Panggung yang Runtuh

Sekarang ini aku menjadi penakut sebelum bicara. Takut apa yang keluar adalah hal yang tidak pernah ada.

Saya pernah menjadi seorang pembohong yang dimuliakan khalayak. Kebohongan demi kebohongan keluar dari lisan layaknya menceritakan hal yang benar-benar terjadi. Semua terbius dalamĀ  gambaran manis yang dikemas pada kata-kata yang terlontar. Tetapi paling tidak, tulisan saya tidak pernah berdusta. Mungkin karena lebih banyak keluar dari benak yang terdalam.

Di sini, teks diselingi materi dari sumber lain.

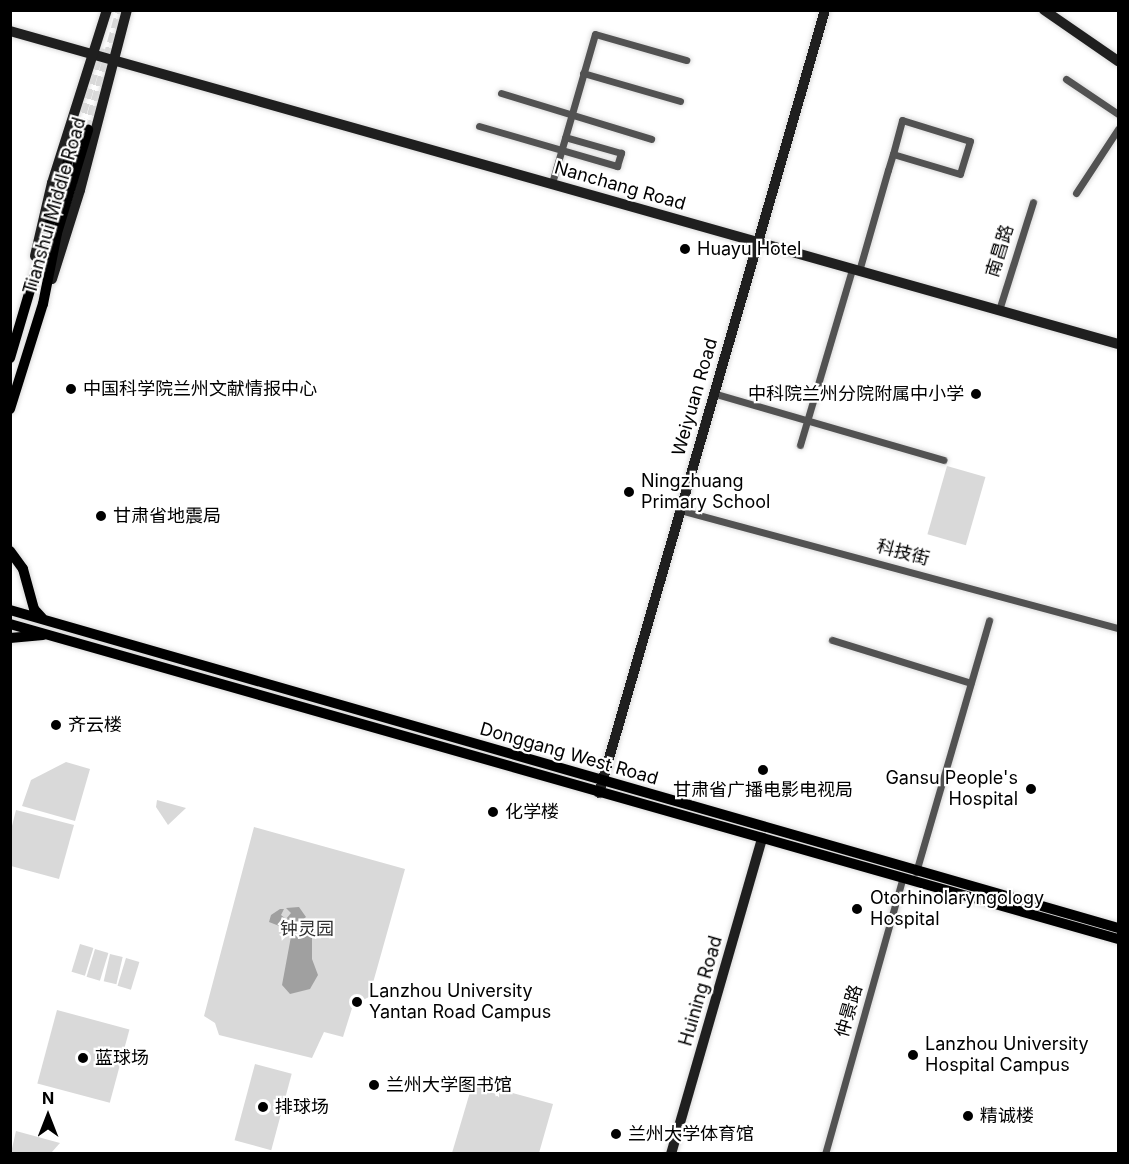 <!DOCTYPE html>
<html>
<head>
<meta charset="utf-8">
<style>
  body { margin:0 }
  #map { position:relative; width:1129px; height:1164px; overflow:hidden; background:#fff; font-family:Inter,"Noto Sans SC",sans-serif }
  div>[style] { position:absolute }
  .green>* { inset:0; background:#d9d9d9; transform-origin:0 0 }
  .water>* { inset:0; background:#a0a0a0 }
  .primary-tunnel>* { height:10px; margin-top:-5px; transform-origin:0; background:repeating-linear-gradient(90deg,#d9d9d9 0 10px,transparent 0 15px) }
  .roads { filter:drop-shadow(0 0 2px #dbdbdb) drop-shadow(0 0 2px #dbdbdb) }
  .street>* { height:7px; margin:-3.5px; padding:0 3.5px; transform-origin:3.5px; border-radius:3.5px; background:#525252 }
  .secondary>* { height:10px; margin:-5px; padding:0 5px; transform-origin:5px; border-radius:5px; background:#1f1f1f }
  .primary>* { height:10px; margin:-5px; padding:0 5px; transform-origin:5px; border-radius:5px; background:#000 }
  .dots>* { width:16px; height:16px; translate:-50% -50%; box-sizing:border-box; border:3px solid #fff; border-radius:50% }
  span { translate:-50% -50%; white-space:nowrap; text-align:center; line-height:1.15; -webkit-text-stroke:4.5px #fff; paint-order:stroke }
  .street-label { font-size:18px; color:#000 }
  .poi-label { font-size:18px; color:#000 }
  .left { translate:0 -50%; text-align:left }
  .right { translate:-100% -50%; text-align:right }
  .park-label { font-size:18px; color:#303030 }
  .frame { position:absolute; inset:0; border:12px solid #000; pointer-events:none }
  .north { position:absolute; left:18px; top:1086px; width:60px; height:60px; -webkit-text-stroke:4px #fff; paint-order:stroke; rotate:0deg; font-size:16px; font-weight:700; line-height:24px; text-align:center; color:#000 }
  .north::after { content:''; display:block; margin:auto; width:21px; height:27px; background:#000; clip-path:polygon(50% 0,100% 100%,50% 72%,0 100%) }
</style>
</head>
<body>
<div id="map">
  <div class="green">
    <div style="left:947px;top:466px;width:40px;height:71px;rotate:16deg"></div>
    <div style="clip-path:polygon(66px 762px,90px 769px,75px 821px,22px 806px,31px 780px)"></div>
    <div style="clip-path:polygon(157px 800px,186px 808px,168px 825px,156px 807px)"></div>
    <div style="clip-path:polygon(16px 810px,74px 825px,59px 879px,11px 866px,11px 830px)"></div>
    <div style="clip-path:polygon(254px 827px,405px 869px,369px 997px,353px 1005px,343px 1037px,324px 1032px,312px 1058px,219px 1035px,215px 1023px,204px 1016px)"></div>
    <div style="left:80px;top:944px;width:14px;height:29px;rotate:17deg"></div>
    <div style="left:95px;top:949px;width:14px;height:29px;rotate:17deg"></div>
    <div style="left:110px;top:954px;width:13px;height:28px;rotate:13deg"></div>
    <div style="left:126px;top:958px;width:14px;height:29px;rotate:17deg"></div>
    <div style="left:57px;top:1010px;width:75px;height:76px;rotate:15deg"></div>
    <div style="left:255px;top:1064px;width:38px;height:79px;rotate:15deg"></div>
    <div style="clip-path:polygon(473px 1082px,553px 1104px,539px 1153px,452px 1153px)"></div>
    <div style="clip-path:polygon(16px 1131px,60px 1143px,51px 1153px,11px 1153px)"></div>
  </div>
  <div class="water">
    <div style="clip-path:polygon(299px 907px,306px 917px,299px 923px,312px 935px,312px 959px,318px 975px,310px 989px,290px 994px,282px 985px,292px 931px,269px 922px,271px 915px,280px 909px,284px 909px,281px 915px,286px 919px,291px 913px,286px 908px)"></div>
  </div>
  <div class="primary-tunnel">
    <div style="left:78px;top:127px;width:82px;rotate:-74.4deg"></div>
    <div style="left:88px;top:130px;width:124px;rotate:-74.6deg"></div>
  </div>
  <div class="roads">
    <div class="street">
      <div style="left:583px;top:73px;width:101px;rotate:16.1deg"></div>
      <div style="left:1066px;top:79px;width:63px;rotate:33.9deg"></div>
      <div style="left:501px;top:93px;width:157px;rotate:17deg"></div>
      <div style="left:479px;top:126px;width:144px;rotate:16.2deg"></div>
      <div style="left:617px;top:166px;width:14px;rotate:-73deg"></div>
      <div style="left:621px;top:153px;width:58px;rotate:-164.1deg"></div>
      <div style="left:552px;top:183px;width:155px;rotate:-73.9deg"></div>
      <div style="left:595px;top:34px;width:95px;rotate:15.9deg"></div>
      <div style="left:1076px;top:193px;width:77px;rotate:-56.7deg"></div>
      <div style="left:859px;top:271px;width:105px;rotate:-74deg"></div>
      <div style="left:888px;top:170px;width:17px;rotate:-73deg"></div>
      <div style="left:893px;top:154px;width:35px;rotate:-75deg"></div>
      <div style="left:902px;top:120px;width:71px;rotate:17.2deg"></div>
      <div style="left:970px;top:141px;width:34px;rotate:107deg"></div>
      <div style="left:960px;top:174px;width:70px;rotate:-163.4deg"></div>
      <div style="left:999px;top:310px;width:113px;rotate:-72.5deg"></div>
      <div style="left:713px;top:393px;width:240px;rotate:16.2deg"></div>
      <div style="left:800px;top:445px;width:184px;rotate:-73.5deg"></div>
      <div style="left:680px;top:510px;width:454px;rotate:15.1deg"></div>
      <div style="left:832px;top:640px;width:145px;rotate:17.2deg"></div>
      <div style="left:916px;top:872px;width:262px;rotate:-73.8deg"></div>
      <div style="left:825px;top:1154px;width:288px;rotate:-74.3deg"></div>
    </div>
    <div class="secondary">
      <div style="left:1044px;top:10px;width:90px;rotate:34.6deg"></div>
      <div style="left:10px;top:31px;width:1151px;rotate:15.77deg"></div>
      <div style="left:35px;top:256px;width:75px;rotate:-76.9deg"></div>
      <div style="left:52px;top:183px;width:182px;rotate:-72.4deg"></div>
      <div style="left:52px;top:279px;width:93px;rotate:-72.5deg"></div>
      <div style="left:80px;top:190px;width:186px;rotate:-75.4deg"></div>
      <div style="left:599px;top:793px;width:815px;rotate:-73.9deg"></div>
      <div style="left:671px;top:1154px;width:329px;rotate:-73.9deg"></div>
    </div>
    <div class="primary">
      <div style="left:10px;top:358px;width:241px;rotate:-73.6deg"></div>
      <div style="left:10px;top:409px;width:110px;rotate:-72.6deg"></div>
      <div style="left:43px;top:304px;width:72px;rotate:-78.8deg"></div>
      <div style="left:57px;top:233px;width:108px;rotate:-73.2deg"></div>
      <div style="left:10px;top:551px;width:22px;rotate:54deg"></div>
      <div style="left:23px;top:569px;width:41px;rotate:74.6deg"></div>
      <div style="left:34px;top:609px;width:12px;rotate:48deg"></div>
      <div style="left:10px;top:610px;width:1153px;rotate:16.01deg"></div>
      <div style="left:10px;top:624px;width:1152px;rotate:15.87deg"></div>
      <div style="left:10px;top:638px;width:33px;rotate:-5deg"></div>
    </div>
  </div>
  <div class="dots">
    <div style="left:685px;top:249px;background:#000"></div>
    <div style="left:71px;top:389px;background:#000"></div>
    <div style="left:976px;top:394px;background:#000"></div>
    <div style="left:629px;top:492px;background:#000"></div>
    <div style="left:101px;top:516px;background:#000"></div>
    <div style="left:56px;top:725px;background:#000"></div>
    <div style="left:763px;top:770px;background:#000"></div>
    <div style="left:1031px;top:789px;background:#000"></div>
    <div style="left:493px;top:812px;background:#000"></div>
    <div style="left:857px;top:909px;background:#000"></div>
    <div style="left:357px;top:1002px;background:#000"></div>
    <div style="left:913px;top:1055px;background:#000"></div>
    <div style="left:83px;top:1058px;background:#000"></div>
    <div style="left:374px;top:1085px;background:#000"></div>
    <div style="left:263px;top:1107px;background:#000"></div>
    <div style="left:968px;top:1116px;background:#000"></div>
    <div style="left:616px;top:1134px;background:#000"></div>
  </div>
  <div class="street-label">
    <span style="left:620px;top:186px;rotate:16deg">Nanchang Road</span>
    <span style="left:55px;top:206px;rotate:-74deg">Tianshui Middle Road</span>
    <span style="left:1000px;top:251px;rotate:-73deg">南昌路</span>
    <span style="left:695px;top:397px;rotate:-74deg">Weiyuan Road</span>
    <span style="left:903px;top:553px;rotate:15deg">科技街</span>
    <span style="left:569px;top:754px;rotate:16deg">Donggang West Road</span>
    <span style="left:701px;top:991px;rotate:-74deg">Huining Road</span>
    <span style="left:849px;top:1011px;rotate:-74deg">仲景路</span>
  </div>
  <div class="poi-label">
    <span class="left" style="left:697px;top:249px">Huayu Hotel</span>
    <span class="left" style="left:83px;top:389px">中国科学院兰州文献情报中心</span>
    <span class="right" style="left:964px;top:394px">中科院兰州分院附属中小学</span>
    <span class="left" style="left:641px;top:492px">Ningzhuang<br>Primary School</span>
    <span class="left" style="left:113px;top:516px">甘肃省地震局</span>
    <span class="left" style="left:68px;top:725px">齐云楼</span>
    <span class="right" style="left:1018px;top:789px">Gansu People's<br>Hospital</span>
    <span style="left:763px;top:790px">甘肃省广播电影电视局</span>
    <span class="left" style="left:505px;top:812px">化学楼</span>
    <span class="left" style="left:870px;top:909px">Otorhinolaryngology<br>Hospital</span>
    <span class="left" style="left:369px;top:1002px">Lanzhou University<br>Yantan Road Campus</span>
    <span class="left" style="left:925px;top:1055px">Lanzhou University<br>Hospital Campus</span>
    <span class="left" style="left:95px;top:1058px">蓝球场</span>
    <span class="left" style="left:386px;top:1085px">兰州大学图书馆</span>
    <span class="left" style="left:275px;top:1107px">排球场</span>
    <span class="left" style="left:980px;top:1116px">精诚楼</span>
    <span class="left" style="left:628px;top:1134px">兰州大学体育馆</span>
  </div>
  <div class="park-label">
    <span style="left:307px;top:929px">钟灵园</span>
  </div>
  <div class="frame"></div>
  <div class="north">N</div>
</div>
</body>
</html>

Kadang saya menjelaskan diri saya terlalu jauh dari kenyataan. Jika saya terlambat atau tidak menghadiri sesuatu yang penting karena tertidur, saya beralasan bahwa saya sedang sibuk. Jika saya mendapat nilai buruk, saya selalu mengatakan nilai saya sangat memuaskan. Jika saya tidak mengerjakan apa yang diamanahkan karena malas, saya beralasan saya sedang sakit. Dan apapun saya katakan agar orang memandang saya sebagai orang baik.

Adapun kebohongan lain yang saya lakukan yaitu mengatakan bahwa saya telah melakukan hal-hal hebat, meski sebenarnya bukan saya yang melakukan. Adapula menjelaskan hal buruk yang dikerjakan oleh orang lain padahal diri saya sendiri. Kadang saya pun melebih-lebihkan sebuah cerita agar terdengar lebih lucu dan lebih menarik. Terlebih kadang mengatakan bahwa saya sedang tidak mencintai siapapun disaat saya sedang jatuh cinta pada seseorang. Dan tentunya semua kebohongan yang kadang hampir ketahuan itu saya tutupi dengan kebohongan yang lain. Meski ada pula yang terlanjur diketahui orang.

Sampai akhirnya tiba di satu malam hampir dua tahun lalu, saya berharap sesuatu yang belum pernah saya lakukan.

Tuhan, aku ingin semua ini selesai. Aku lelah membohongi banyak orang setiap hari. Aku lelah menutupi ini setiap hari. Tetapi aku takut semuanya terbongkar begitu saja. Maka saat itu terjadi, kuatkanlah aku, Ya Tuhan Yang Maha Mengetahui Lagi Maha Melihat. Maha Pengasih Lagi Maha Penyayang.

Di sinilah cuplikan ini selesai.